The house smelled, of course, as it was full of sick or dying animals, smelled of their fur, their hair, their feathers, of the mucous that dribbled from their noses or the pus-filled sores on their footpads or on their bellies, and it smelled of their piss and shit and of the disinfectant Wendy sprayed throughout the house to hide that smell, and of their breath, and of the animals themselves, whatever their smell was, a smell I associated with zoos and circuses, and, I supposed, this collection of monsters, ordinary monsters, was as close to a zoo as our small town was likely to see. But there was another smell, too. It was an overpowering and metallic smell that a part of me recognized at once as the smell of blood, but since there was no reason for there to be this smell in the house, I dismissed the idea.
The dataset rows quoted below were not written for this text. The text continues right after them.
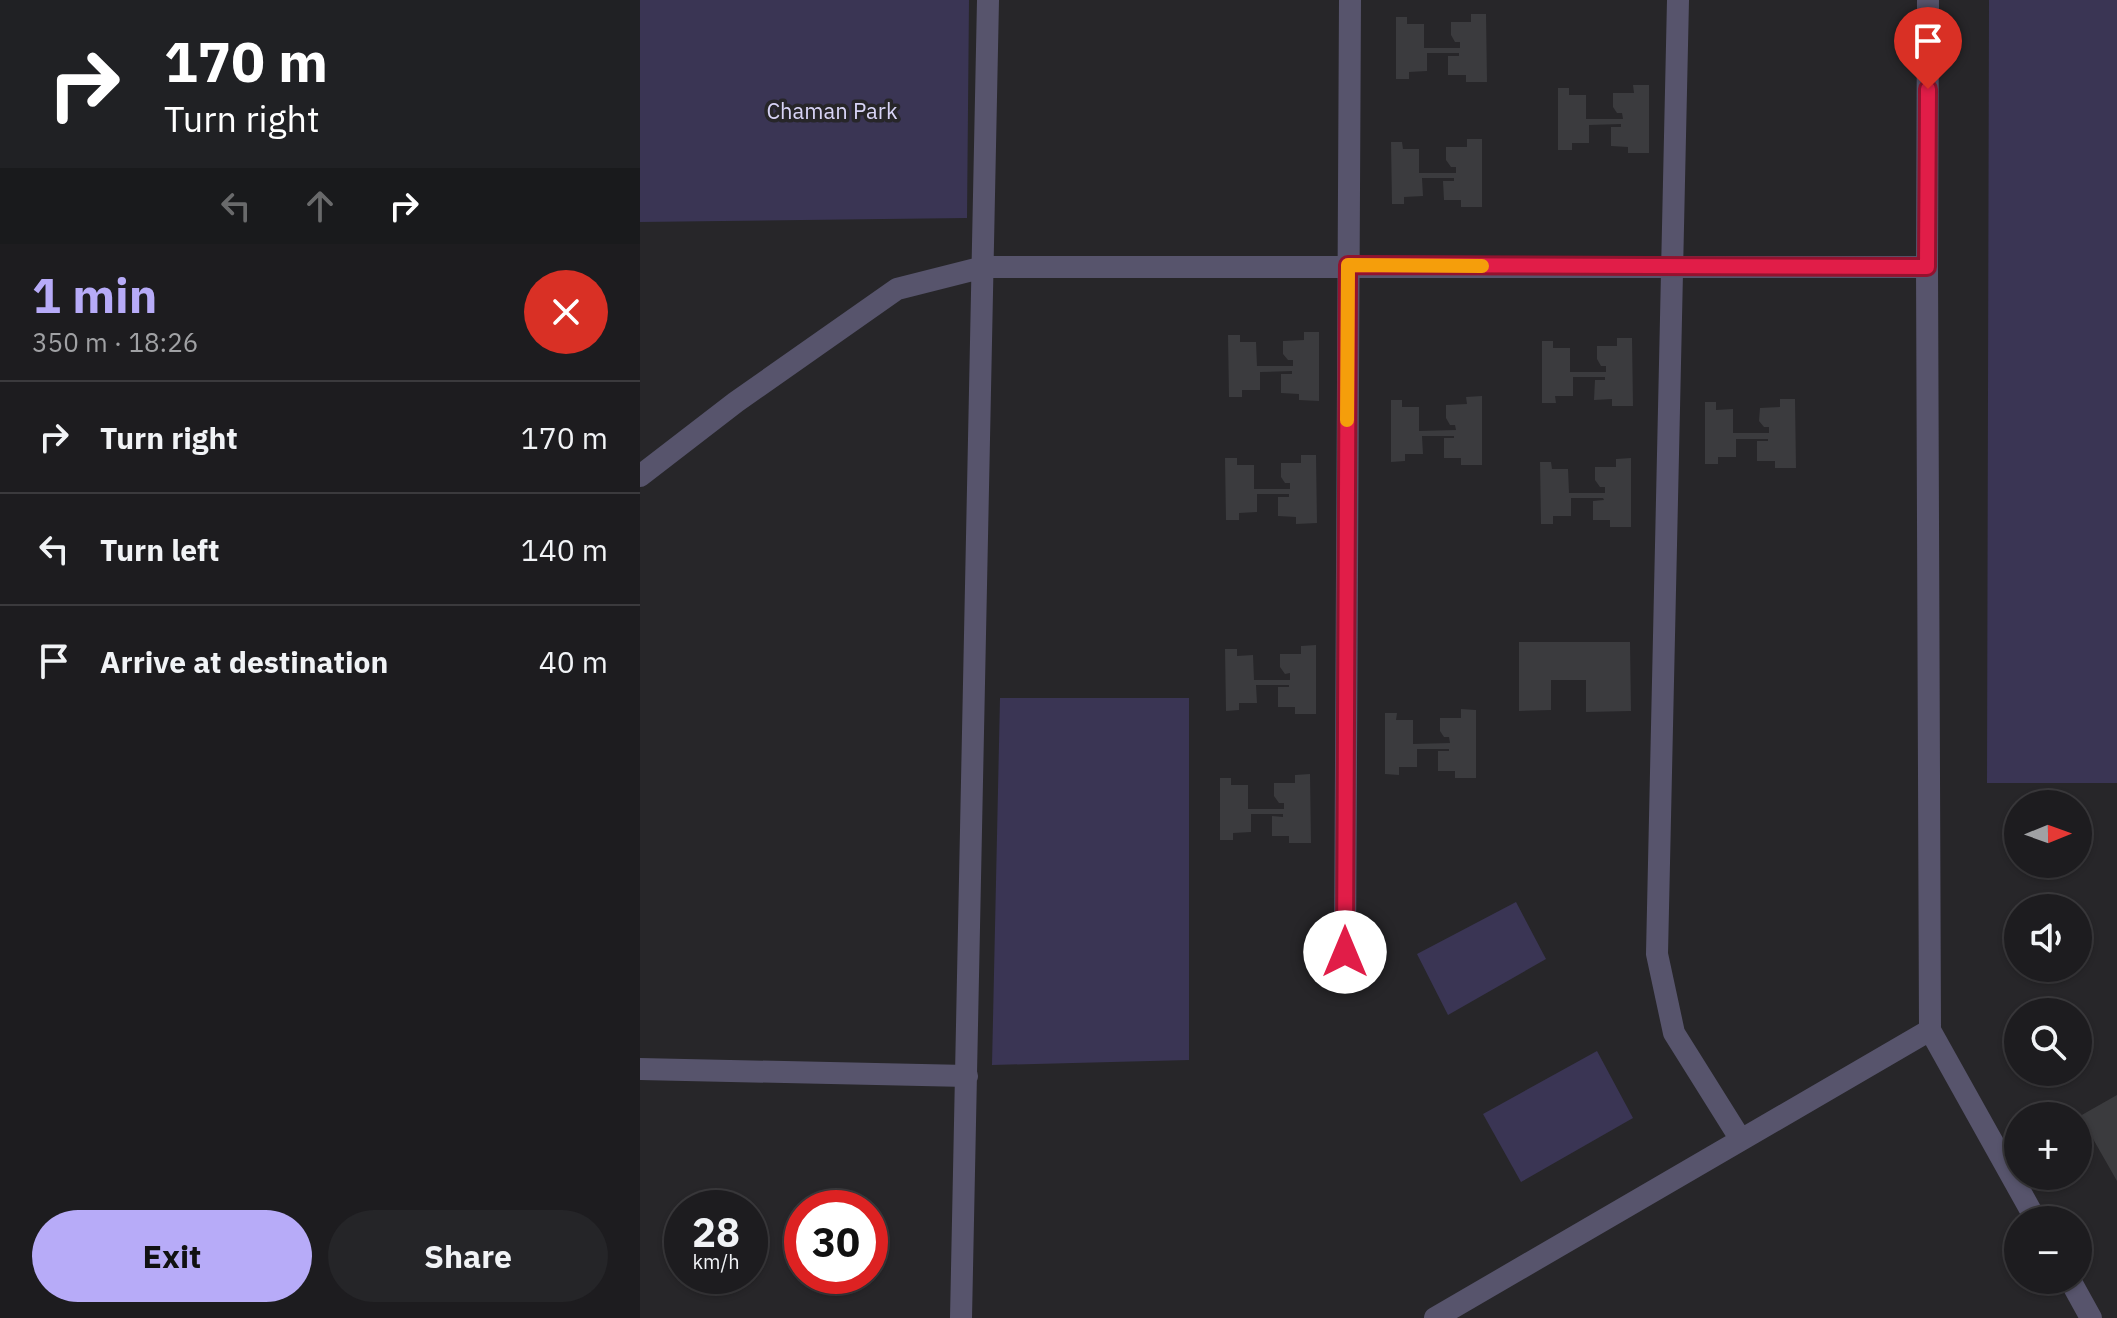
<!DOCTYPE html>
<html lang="en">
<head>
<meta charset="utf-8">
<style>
	body { margin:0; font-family:"IBM Plex Sans",sans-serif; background:#252528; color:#f1f3f6; height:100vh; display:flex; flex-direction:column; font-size:30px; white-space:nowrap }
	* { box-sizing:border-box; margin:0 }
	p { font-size:26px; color:#a0a1a4 }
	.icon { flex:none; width:44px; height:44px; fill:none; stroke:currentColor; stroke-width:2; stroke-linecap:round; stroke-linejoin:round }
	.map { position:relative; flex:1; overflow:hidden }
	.sheet { display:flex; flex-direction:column; background:#1d1c1f; width:640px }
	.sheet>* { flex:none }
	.top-card { background:#202124; color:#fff; overflow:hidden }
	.needle { width:52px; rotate:89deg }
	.buttons { position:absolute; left:1364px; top:790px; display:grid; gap:16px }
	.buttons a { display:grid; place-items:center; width:88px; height:88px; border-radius:50%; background:#1d1c1f; box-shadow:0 2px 6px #0004,0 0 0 2px #3b3a3d; font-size:40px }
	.speed { position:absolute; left:24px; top:1190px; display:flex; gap:16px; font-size:40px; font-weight:700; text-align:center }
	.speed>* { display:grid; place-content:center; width:104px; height:104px; border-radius:50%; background:#1d1c1f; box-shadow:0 2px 6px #0004,0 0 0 2px #3b3a3d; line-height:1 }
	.speed small { font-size:20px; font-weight:400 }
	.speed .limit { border:12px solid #d22; background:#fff; color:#111 }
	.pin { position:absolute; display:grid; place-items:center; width:68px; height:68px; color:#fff; margin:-82px -34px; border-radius:50% 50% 50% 0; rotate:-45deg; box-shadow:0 0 8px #0007 }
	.pin .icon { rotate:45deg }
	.me { position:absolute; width:88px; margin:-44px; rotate:0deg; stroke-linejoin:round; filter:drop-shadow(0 0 6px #0008) }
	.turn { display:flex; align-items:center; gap:28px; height:168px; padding:0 32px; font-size:36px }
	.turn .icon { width:104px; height:104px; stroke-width:2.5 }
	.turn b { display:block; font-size:56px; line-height:68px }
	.lanes { display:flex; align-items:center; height:76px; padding:0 32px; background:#0003; justify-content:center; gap:40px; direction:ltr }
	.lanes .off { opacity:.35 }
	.round { display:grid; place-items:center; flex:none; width:84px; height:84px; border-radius:42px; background:#252528 }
	.headline { display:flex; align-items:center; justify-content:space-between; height:136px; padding:0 32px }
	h1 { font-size:48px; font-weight:700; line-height:60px; color:#b7abf8 }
	.button { display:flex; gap:16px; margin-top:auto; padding:16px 32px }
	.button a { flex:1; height:92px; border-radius:48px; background:#b7abf8; color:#111; font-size:32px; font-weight:700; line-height:92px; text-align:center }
	.button a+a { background:#252528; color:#f1f3f6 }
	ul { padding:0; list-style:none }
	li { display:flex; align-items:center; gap:24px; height:112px; padding:0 32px; border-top:2px solid #3b3a3d }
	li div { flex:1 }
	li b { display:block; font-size:30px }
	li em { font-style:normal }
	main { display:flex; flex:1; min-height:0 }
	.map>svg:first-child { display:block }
</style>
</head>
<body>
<main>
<section class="sheet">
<div class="top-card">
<div class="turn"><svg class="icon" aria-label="right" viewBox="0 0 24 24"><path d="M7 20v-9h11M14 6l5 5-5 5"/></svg><div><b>170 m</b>Turn right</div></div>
<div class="lanes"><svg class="icon off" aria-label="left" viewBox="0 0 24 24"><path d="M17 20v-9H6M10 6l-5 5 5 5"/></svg><svg class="icon off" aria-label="ahead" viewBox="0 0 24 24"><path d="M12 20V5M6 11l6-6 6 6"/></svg><svg class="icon" aria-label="right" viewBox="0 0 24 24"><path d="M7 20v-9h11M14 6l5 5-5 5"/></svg></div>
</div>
<div class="headline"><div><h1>1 min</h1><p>350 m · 18:26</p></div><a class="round" style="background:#d93025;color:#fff"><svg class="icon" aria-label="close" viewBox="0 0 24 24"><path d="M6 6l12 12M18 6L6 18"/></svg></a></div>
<ul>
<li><svg class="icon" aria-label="right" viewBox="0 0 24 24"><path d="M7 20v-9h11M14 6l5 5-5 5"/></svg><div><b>Turn right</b></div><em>170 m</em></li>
<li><svg class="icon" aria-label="left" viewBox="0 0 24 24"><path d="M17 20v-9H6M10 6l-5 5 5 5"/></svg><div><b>Turn left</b></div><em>140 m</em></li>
<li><svg class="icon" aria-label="arrive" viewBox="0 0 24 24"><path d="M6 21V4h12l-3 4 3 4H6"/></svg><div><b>Arrive at destination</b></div><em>40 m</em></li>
</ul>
<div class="button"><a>Exit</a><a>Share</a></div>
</section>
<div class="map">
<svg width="1477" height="1318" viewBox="0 0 1477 1318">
	<rect width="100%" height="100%" fill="#272629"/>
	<!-- green -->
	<path fill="#3a3554" d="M0 0H329L327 218 0 222Z
		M1349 0H1477V783H1347Z
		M360 698H549V1060L352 1065Z
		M876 902 906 959 808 1015 777 954Z
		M957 1051 993 1118 881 1182 843 1114Z"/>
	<!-- building -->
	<path fill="#3b3b3e" d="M831 14H846L847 82H826V75H808V56H819V53H787V71L769 72V79H756V17H767V24H784V48H820V42H815L811 35V22H831Z
		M993 85H1009V153H988V147L971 146V127H981V124L949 125V143H932V150H918V88H929V95H946V119H983L982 113H977L973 107V93H994Z
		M827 139H842V207H821V200H804L803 181H814V178H782L783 196 764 197V204H752L751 142H762L763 149H779V173H816V167H811L806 160V147H827Z
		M664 332H679V401L659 400V394L641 393V374H652V371L620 372V390H602V397H589L588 335H600V342H616L617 366H653V360H648L643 354V341L664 340Z
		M977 338H992L993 406H972V399L954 400 955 380H965V377H933V396H915L916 403H902V341H913V348H930V372H966V366H961L957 359V346H977Z
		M842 396V465H821V458H804V438H814V436H782L783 454H765V461L751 462V400H762V407H779V431L816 430 815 425H810L806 418V405L827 404 826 397Z
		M1140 399H1155L1156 468H1135V461H1117V441H1128V439H1096V457H1078V464H1065V402H1076V410L1093 409V433H1129V427H1124L1119 421 1120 408 1140 407Z
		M661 455H676L677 523 656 524V517L638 516V497H649V494H617V512L599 513V520H586L585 458H597V465H614V489H650V483H645L641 477V463H661Z
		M991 458V527H970V520H953V501L964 500 963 498H931V516H913V524H901L900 462H911L912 469H928L929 493H965V487H960L955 480V467H976V459Z
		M879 642H990L991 711 946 712V680H911V710L879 711Z
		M676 645V714H655V707H638V687H649V685H616L617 703H599V710L586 711 585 649H597V656L613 655 614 680H650V673L645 674 640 667V654H661V646Z
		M821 709 836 710V778H815V771H798V751H809V749H777V767H759V775L745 774V713H757L756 720H773V744L810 743 809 737H804L800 731V718H821Z
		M670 774 671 843H649V836H632V816L643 817V814H611V832L593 833V840H580V778H591V785H608V809H644V803H639L634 796V783H655V775Z
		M1477 1095V1181L1440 1116Z"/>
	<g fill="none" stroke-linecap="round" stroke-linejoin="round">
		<!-- minor -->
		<path stroke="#57546c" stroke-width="22" d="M1038 0 1017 954 1034 1033 1101 1140
			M1288 0 1287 267 1290 1030 1396 1220
			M0 476 96 402 257 289 344 267H1287
			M705 952 710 0
			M0 1069 327 1076
			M1430 1280 1451 1318
			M321 1318 348 0
			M795 1318 1290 1030"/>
	</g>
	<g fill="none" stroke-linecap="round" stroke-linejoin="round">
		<defs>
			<path id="route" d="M705 952 708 265 1287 267 1288 89"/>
		</defs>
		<!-- route casing -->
		<use href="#route" stroke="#92132f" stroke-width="20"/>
		<!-- route -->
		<use href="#route" stroke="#e11d48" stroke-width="14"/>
		<!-- slow -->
		<path stroke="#f59e0b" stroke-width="14" d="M707 420 708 265 842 266"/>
	</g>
	<g text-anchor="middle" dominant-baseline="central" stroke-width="7" stroke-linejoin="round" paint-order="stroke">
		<!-- park labels -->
		<g font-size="22" fill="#d8d4f6" stroke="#272629">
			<text x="192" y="110">Chaman Park</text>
		</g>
	</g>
</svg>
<div class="buttons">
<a><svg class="needle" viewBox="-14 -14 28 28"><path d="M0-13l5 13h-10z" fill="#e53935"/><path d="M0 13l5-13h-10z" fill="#a0a1a4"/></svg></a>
<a><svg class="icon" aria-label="sound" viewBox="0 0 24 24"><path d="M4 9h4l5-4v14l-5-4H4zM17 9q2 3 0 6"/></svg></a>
<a><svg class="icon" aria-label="search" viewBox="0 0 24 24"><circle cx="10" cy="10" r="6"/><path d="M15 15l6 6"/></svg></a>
<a>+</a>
<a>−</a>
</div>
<div class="speed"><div>28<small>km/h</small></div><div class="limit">30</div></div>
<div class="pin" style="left:1288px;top:89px;background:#d93025"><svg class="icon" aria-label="arrive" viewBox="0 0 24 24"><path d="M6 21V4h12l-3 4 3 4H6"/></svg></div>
<svg class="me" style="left:705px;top:952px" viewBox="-20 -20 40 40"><circle r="19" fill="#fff"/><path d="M0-13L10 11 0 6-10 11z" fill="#e11d48"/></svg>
</div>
</main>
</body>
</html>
Moving quickly through the house, hoping to root out the cause of the smell and get rid of it so that maybe the smell would have faded by the time I finished administering to the animals, I slid on something and fell forward, only barely throwing my hands out in front of me in time to break my fall. Turning to see what had tripped me up, I felt a wetness on my knees and saw a blooming red stain on my pants, and for a moment I was scared that I’d seriously hurt myself, hurt myself so badly that I couldn’t even feel the pain of whatever wound resulted in so much blood, but then I realized I’d fallen into a pool or a smear of blood, and that what had tripped me in the first place had been the metal gate to one of the cages, pulled apart, twisted and mangled and tossed into the open doorway.

Eventually I found five more cages with their doors also torn from their hinges. Studying these cages, I couldn’t remember what had once lived inside them, but they were empty now, the only sign that the cage was once home to some living thing being the trail of blood leading away from the bent or broken frame. The sight and the smell of all this carnage was upsetting enough that I quickly left that place without opening a single cage or refilling a single bottle of water, and when I finally walked back through our door, I found Wendy asleep on the floor, and, taking my pants and my shirt off, I went to lie on the floor next to her, but didn’t fall asleep until just before morning.